---------- Exercise data ----------

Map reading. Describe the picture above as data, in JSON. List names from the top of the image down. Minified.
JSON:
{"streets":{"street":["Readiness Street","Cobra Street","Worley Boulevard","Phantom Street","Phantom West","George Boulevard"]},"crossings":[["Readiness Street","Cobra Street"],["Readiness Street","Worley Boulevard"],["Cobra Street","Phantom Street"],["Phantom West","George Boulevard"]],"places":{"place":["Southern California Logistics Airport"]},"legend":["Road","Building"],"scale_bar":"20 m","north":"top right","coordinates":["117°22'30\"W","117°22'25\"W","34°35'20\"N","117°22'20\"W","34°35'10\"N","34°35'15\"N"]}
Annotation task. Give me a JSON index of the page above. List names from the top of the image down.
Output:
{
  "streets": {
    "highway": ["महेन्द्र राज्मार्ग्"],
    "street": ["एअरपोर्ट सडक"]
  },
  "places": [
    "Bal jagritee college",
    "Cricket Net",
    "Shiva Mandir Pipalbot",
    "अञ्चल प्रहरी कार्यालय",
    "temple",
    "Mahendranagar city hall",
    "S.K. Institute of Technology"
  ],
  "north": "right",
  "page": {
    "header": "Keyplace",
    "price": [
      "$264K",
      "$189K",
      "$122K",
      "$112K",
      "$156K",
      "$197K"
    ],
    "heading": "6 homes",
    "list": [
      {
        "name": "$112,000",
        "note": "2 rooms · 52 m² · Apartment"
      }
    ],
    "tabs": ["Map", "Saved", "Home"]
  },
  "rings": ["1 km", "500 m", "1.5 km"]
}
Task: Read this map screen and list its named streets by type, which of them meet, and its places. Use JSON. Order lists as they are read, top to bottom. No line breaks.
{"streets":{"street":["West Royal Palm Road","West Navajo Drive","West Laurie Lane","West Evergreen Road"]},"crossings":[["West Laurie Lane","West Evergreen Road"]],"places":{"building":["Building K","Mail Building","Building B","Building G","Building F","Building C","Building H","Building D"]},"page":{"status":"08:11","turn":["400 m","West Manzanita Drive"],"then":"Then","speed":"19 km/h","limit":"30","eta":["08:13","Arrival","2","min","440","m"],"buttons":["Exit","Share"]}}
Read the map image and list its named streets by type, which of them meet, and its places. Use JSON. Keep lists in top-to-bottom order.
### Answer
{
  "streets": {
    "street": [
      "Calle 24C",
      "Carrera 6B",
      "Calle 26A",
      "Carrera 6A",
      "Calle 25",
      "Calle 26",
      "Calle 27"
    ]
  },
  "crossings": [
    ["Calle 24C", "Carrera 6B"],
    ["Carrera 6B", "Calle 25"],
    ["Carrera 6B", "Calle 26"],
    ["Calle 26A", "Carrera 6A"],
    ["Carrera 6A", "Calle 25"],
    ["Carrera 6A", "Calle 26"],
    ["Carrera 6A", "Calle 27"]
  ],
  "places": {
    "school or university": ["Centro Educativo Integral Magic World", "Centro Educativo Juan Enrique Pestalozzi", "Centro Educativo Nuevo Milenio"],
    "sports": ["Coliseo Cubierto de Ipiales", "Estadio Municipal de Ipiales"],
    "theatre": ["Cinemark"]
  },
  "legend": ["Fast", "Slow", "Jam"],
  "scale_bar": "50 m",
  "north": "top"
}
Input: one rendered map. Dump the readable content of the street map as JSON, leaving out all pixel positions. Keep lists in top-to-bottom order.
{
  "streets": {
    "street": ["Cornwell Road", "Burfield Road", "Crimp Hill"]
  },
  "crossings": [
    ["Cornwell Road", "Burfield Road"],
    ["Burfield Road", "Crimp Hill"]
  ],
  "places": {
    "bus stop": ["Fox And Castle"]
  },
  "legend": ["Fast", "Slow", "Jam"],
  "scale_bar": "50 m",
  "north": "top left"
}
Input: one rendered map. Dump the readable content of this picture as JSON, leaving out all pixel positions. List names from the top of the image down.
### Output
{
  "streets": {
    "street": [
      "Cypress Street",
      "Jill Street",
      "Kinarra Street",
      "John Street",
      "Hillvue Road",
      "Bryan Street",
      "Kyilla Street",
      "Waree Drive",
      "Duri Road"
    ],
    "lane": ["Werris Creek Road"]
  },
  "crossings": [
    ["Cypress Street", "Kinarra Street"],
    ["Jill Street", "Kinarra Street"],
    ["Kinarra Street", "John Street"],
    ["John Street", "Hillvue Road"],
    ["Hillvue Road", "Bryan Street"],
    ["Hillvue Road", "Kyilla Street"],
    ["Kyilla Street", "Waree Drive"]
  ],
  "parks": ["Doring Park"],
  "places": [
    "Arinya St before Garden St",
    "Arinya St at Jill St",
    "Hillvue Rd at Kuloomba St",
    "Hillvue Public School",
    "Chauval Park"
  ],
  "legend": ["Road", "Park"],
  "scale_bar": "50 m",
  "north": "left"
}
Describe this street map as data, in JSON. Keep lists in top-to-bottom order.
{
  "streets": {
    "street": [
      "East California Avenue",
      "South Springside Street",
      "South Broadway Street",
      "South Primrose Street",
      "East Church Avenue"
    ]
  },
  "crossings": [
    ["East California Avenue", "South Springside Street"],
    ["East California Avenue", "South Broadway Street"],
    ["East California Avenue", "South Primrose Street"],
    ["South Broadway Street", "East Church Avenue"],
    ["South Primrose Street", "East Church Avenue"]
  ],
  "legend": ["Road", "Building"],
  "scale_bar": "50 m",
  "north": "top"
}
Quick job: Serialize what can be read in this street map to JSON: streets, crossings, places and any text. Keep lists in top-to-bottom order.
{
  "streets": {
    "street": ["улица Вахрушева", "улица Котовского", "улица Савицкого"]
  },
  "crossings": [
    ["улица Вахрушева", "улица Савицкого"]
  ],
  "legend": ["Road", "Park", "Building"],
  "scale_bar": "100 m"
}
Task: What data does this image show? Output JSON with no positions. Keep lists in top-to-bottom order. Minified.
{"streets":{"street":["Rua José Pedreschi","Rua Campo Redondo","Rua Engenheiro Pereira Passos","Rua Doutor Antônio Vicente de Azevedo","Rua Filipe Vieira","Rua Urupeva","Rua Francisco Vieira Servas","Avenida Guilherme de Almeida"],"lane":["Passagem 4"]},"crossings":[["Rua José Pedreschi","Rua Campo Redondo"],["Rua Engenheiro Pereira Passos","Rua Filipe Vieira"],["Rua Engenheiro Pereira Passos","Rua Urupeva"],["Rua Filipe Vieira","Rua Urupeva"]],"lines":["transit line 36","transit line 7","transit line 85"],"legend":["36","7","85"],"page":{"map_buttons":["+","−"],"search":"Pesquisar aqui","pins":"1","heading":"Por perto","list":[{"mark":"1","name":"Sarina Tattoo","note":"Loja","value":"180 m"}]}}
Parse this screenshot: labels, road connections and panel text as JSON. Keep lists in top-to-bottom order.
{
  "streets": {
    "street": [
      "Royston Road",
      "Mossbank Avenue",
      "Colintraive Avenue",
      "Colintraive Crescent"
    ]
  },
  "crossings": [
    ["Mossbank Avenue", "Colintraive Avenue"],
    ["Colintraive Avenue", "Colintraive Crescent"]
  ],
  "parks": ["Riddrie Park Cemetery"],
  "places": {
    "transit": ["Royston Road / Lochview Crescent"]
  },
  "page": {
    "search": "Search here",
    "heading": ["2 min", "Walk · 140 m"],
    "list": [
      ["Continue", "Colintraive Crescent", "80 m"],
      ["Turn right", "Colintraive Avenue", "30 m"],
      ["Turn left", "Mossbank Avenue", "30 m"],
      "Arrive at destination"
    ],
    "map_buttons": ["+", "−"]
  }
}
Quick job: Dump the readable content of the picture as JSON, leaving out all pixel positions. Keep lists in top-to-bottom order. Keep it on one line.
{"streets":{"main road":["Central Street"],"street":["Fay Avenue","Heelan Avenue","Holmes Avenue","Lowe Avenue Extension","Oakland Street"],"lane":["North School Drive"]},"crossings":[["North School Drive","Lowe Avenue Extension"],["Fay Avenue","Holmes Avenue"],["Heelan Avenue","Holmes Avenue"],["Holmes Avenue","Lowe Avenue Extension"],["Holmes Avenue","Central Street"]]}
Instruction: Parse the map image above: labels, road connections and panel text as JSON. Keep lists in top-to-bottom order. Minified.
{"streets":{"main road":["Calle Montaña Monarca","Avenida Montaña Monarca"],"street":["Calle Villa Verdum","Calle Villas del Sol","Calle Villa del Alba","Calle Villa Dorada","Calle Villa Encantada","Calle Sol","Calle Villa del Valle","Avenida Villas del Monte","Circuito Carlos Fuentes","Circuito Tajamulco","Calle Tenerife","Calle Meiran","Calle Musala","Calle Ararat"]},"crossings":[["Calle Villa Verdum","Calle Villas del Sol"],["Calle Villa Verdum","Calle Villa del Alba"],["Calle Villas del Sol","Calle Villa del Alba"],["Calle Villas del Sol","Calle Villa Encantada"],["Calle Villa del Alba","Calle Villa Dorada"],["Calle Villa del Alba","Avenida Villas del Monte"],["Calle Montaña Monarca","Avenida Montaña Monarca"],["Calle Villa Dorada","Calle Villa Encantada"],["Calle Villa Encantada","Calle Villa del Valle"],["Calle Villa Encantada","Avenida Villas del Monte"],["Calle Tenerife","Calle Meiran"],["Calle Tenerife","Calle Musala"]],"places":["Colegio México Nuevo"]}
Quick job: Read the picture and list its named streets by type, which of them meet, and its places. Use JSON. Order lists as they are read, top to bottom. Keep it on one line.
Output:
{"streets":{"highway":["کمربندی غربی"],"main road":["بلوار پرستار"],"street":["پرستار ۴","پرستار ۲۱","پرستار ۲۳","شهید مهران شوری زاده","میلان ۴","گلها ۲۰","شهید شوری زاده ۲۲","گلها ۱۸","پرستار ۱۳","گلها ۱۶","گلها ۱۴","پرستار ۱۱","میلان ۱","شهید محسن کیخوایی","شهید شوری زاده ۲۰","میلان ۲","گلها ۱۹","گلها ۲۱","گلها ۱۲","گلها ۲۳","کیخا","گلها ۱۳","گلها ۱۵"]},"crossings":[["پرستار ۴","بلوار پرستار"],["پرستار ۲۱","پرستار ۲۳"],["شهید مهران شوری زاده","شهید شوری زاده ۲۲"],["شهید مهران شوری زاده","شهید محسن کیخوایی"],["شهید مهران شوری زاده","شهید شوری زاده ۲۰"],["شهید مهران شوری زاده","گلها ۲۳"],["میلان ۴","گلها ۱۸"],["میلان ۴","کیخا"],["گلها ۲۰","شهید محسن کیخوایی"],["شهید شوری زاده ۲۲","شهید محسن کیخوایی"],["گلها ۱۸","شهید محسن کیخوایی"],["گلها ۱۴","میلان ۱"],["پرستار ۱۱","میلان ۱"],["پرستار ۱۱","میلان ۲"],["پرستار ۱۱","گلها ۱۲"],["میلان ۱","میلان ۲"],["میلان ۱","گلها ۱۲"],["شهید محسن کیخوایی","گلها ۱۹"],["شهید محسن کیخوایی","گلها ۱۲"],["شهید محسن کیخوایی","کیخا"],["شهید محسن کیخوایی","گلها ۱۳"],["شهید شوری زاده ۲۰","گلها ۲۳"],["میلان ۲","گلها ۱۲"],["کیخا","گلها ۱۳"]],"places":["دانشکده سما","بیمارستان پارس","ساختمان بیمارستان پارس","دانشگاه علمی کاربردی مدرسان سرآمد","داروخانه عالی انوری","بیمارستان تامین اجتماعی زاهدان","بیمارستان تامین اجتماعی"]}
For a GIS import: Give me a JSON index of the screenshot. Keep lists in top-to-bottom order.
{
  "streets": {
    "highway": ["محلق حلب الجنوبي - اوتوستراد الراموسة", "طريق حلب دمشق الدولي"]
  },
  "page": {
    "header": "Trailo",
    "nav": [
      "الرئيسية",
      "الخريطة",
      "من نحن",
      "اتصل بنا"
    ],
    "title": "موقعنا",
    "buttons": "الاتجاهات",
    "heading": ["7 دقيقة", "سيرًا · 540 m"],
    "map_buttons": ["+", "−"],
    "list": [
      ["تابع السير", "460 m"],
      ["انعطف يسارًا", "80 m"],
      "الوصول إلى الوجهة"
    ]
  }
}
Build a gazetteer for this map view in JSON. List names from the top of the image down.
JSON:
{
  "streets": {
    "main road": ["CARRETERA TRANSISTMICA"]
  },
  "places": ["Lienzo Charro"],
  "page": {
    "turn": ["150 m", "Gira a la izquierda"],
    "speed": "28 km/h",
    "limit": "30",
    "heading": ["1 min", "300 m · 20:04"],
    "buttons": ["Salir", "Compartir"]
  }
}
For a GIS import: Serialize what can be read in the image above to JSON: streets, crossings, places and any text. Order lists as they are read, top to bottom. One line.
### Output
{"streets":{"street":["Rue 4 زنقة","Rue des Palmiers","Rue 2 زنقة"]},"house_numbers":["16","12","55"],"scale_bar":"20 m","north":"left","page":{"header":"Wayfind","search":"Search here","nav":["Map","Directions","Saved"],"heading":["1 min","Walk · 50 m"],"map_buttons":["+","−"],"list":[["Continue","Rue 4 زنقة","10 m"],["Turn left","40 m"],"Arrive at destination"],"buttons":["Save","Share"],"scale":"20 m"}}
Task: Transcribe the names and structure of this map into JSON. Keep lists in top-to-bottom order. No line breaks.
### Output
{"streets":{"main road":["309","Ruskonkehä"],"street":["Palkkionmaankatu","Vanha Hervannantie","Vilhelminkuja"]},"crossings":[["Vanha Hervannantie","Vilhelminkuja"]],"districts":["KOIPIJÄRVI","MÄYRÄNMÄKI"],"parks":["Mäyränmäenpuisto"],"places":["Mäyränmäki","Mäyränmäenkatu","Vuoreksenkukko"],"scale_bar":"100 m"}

----------

## What you are asked to do
Beginning at the first line of the records, retype exactly every line up to and including the one with "Annotation task. Give".

## Task response
Map reading. Describe the picture above as data, in JSON. List names from the top of the image down. Minified.
JSON:
{"streets":{"street":["Readiness Street","Cobra Street","Worley Boulevard","Phantom Street","Phantom West","George Boulevard"]},"crossings":[["Readiness Street","Cobra Street"],["Readiness Street","Worley Boulevard"],["Cobra Street","Phantom Street"],["Phantom West","George Boulevard"]],"places":{"place":["Southern California Logistics Airport"]},"legend":["Road","Building"],"scale_bar":"20 m","north":"top right","coordinates":["117°22'30\"W","117°22'25\"W","34°35'20\"N","117°22'20\"W","34°35'10\"N","34°35'15\"N"]}
Annotation task. Give me a JSON index of the page above. List names from the top of the image down.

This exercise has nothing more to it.